A controversial IVF doctor is to lose legal responsibility for one of his clinics. Mohamed Taranissi must appoint another person to be in legal charge of his Assisted Reproduction and Gynaecology Centre in London, the fertility watchdog has decided.

Mr Taranissi will be able to treat patients at the clinic and will be its medical director. But he must appoint another "person responsible" for the Assisted Reproduction and Gynaecology Centre (ARGC) in the next three weeks if the centre is to continue to operate.

The Human Fertilisation and Embryology Authority (HFEA) licence committee met earlier this month to discuss Mr Taranissi's licence. It concluded he had been in breach of the Human Fertilisation and Embryology Act by treating "significant numbers" of patients at a second London clinic, the Reproductive Genetics Institute (RGI), without an appropriate licence.

It also said it did not accept Mr Taranissi was justified in thinking his ARGC licence also covered the RGI. But it said it accepted Mr Taranissi's explanation for not registering the RGI with the Healthcare Commission as being "inadvertent rather than deliberate".

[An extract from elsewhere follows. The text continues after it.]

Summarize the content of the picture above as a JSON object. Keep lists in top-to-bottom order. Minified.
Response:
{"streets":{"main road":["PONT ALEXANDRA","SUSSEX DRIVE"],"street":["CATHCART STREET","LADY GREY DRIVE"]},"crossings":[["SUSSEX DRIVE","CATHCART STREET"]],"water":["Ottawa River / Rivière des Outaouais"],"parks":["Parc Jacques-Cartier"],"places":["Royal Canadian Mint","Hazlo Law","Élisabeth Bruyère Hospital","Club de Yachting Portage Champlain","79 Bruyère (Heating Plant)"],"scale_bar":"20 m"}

Mr Taranissi's solicitor said the doctor intended to challenge the ruling.

Last month, the High Court ruled that search warrants used by the authority to raid Mr Taranissi's clinics were unlawful. The HFEA said it accepted that a statement used to obtain the warrants in January was not "legally watertight".

Mr Taranissi was the subject of a BBC Panorama programme broadcast on the same day as the raids. He is now suing the BBC over that programme. He had indicated to the HFEA that he would not seek a treatment licence for the RGI ahead of yesterday's decision.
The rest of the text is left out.